EU lawmakers on Thursday approved legislation to advance the bloc’s side of its long-delayed trade deal with the US despite underscoring that tariff risk from Washington remains unresolved.
The European Parliament backed the legislation by 417 votes to 154, with 71 abstentions, after months of delay tied to President Donald Trump’s tariff threats and shifting legal basis for new import levies. The vote moves forward a package that would eliminate EU import duties on US industrial goods, improve access for US agricultural produce, and continue zero duties on US lobsters first agreed in 2020.
At the core of the arrangement is an asymmetrical tariff structure that has driven criticism inside the bloc since last year. Under the Turnberry Agreement struck in July 2025 in Scotland, the US would impose a 15% tariff ceiling on most EU products, while the EU would grant zero tariffs on US imports covered by the agreement.
Thursday’s vote is significant because Parliament had already delayed ratification once in January 2026 after Trump threatened additional tariffs tied to his push to acquire Greenland. A second major disruption followed in February 2026, when Parliament’s top trade official, Bernd Lange, called for an immediate freeze on ratification after the Trump administration shifted tariff policy again.
That February shock came after the US Supreme Court ruled 6-3 that Trump’s use of the International Emergency Economic Powers Act to impose sweeping global tariffs was unlawful. Within hours, Trump signed an executive order imposing a new 10% global import duty, then raised the rate to 15%, the statutory ceiling and a rate that can only remain in force for 150 days without congressional approval.
Lange at the time described the US position as “pure tariff chaos” and argued lawmakers could not proceed without a full legal assessment and explicit US commitments.

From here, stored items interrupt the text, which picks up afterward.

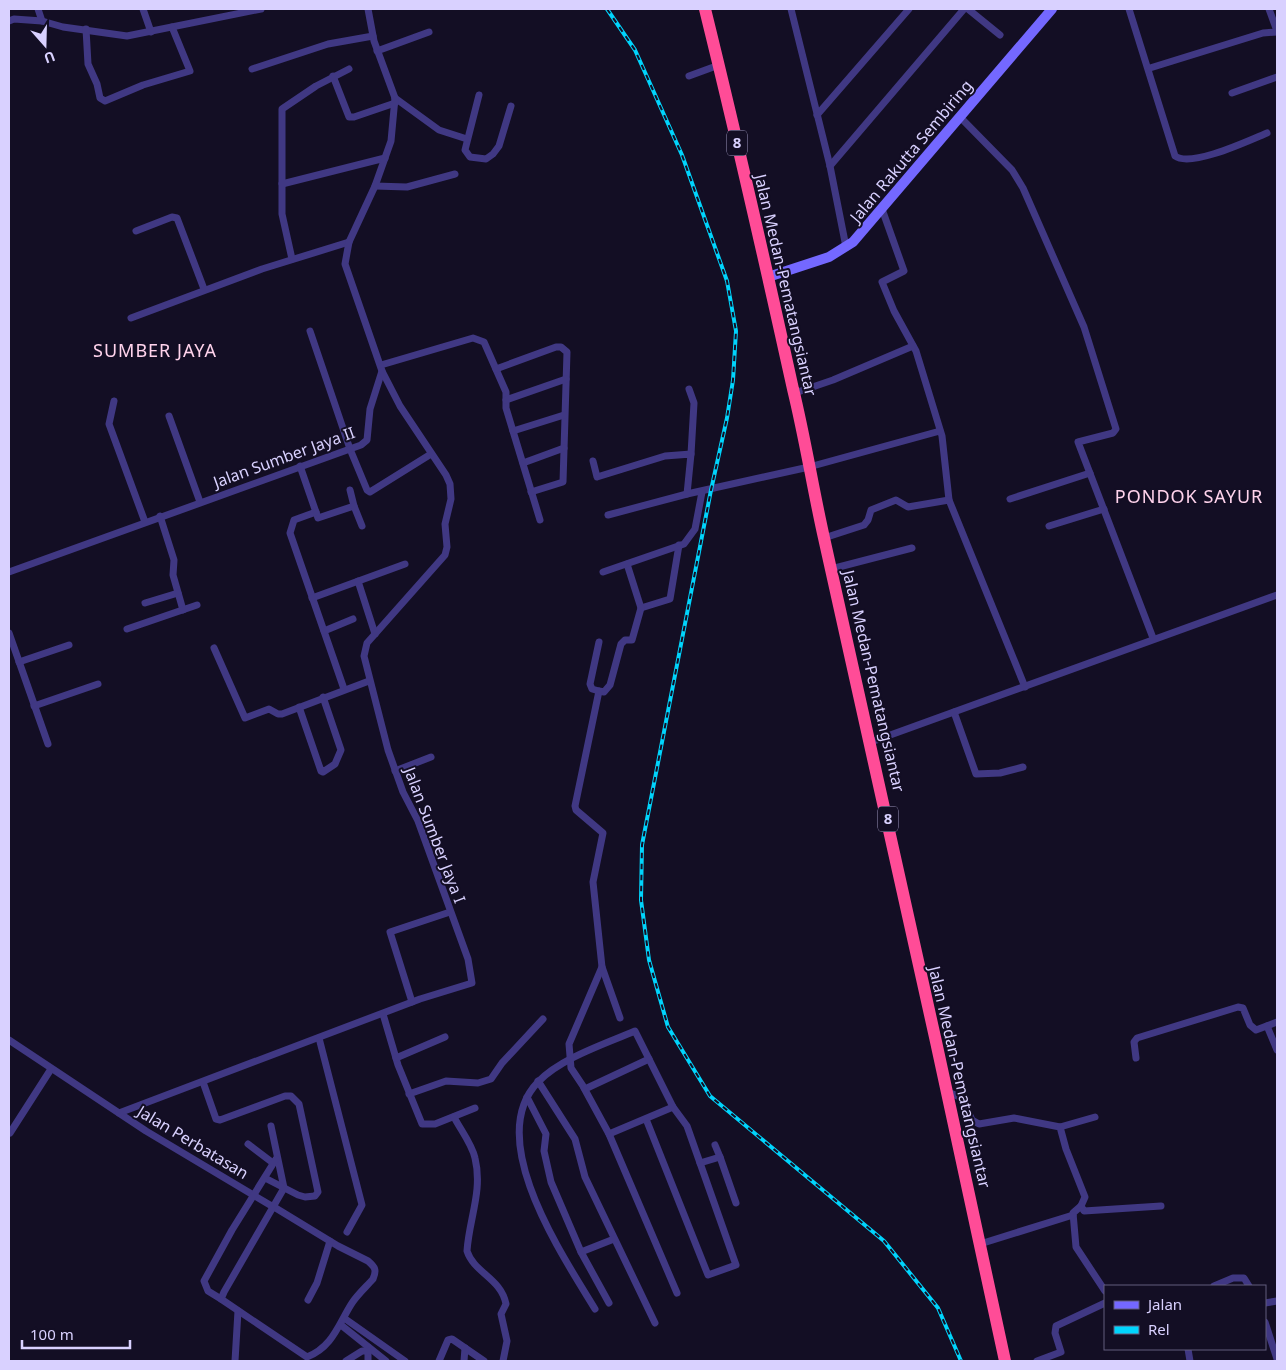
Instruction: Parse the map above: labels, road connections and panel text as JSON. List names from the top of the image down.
{
  "streets": {
    "highway": ["8", "Jalan Medan-Pematangsiantar"],
    "main road": ["Jalan Rakutta Sembiring"],
    "street": ["Jalan Sumber Jaya II", "Jalan Sumber Jaya I", "Jalan Perbatasan"]
  },
  "crossings": [
    ["Jalan Rakutta Sembiring", "Jalan Medan-Pematangsiantar"],
    ["Jalan Sumber Jaya II", "Jalan Sumber Jaya I"],
    ["Jalan Sumber Jaya I", "Jalan Perbatasan"]
  ],
  "districts": ["SUMBER JAYA", "PONDOK SAYUR"],
  "legend": ["Jalan", "Rel"],
  "scale_bar": "100 m",
  "north": "bottom"
}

The European Commission also hardened its tone, saying the climate no longer matched the “fair, balanced, and mutually beneficial” transatlantic relationship both sides had outlined in their August 2025 joint statement.
The vote does not finish ratification. Representatives of Parliament and EU governments must now negotiate final texts, after which EU lawmakers must hold a final approval vote not expected until April or May.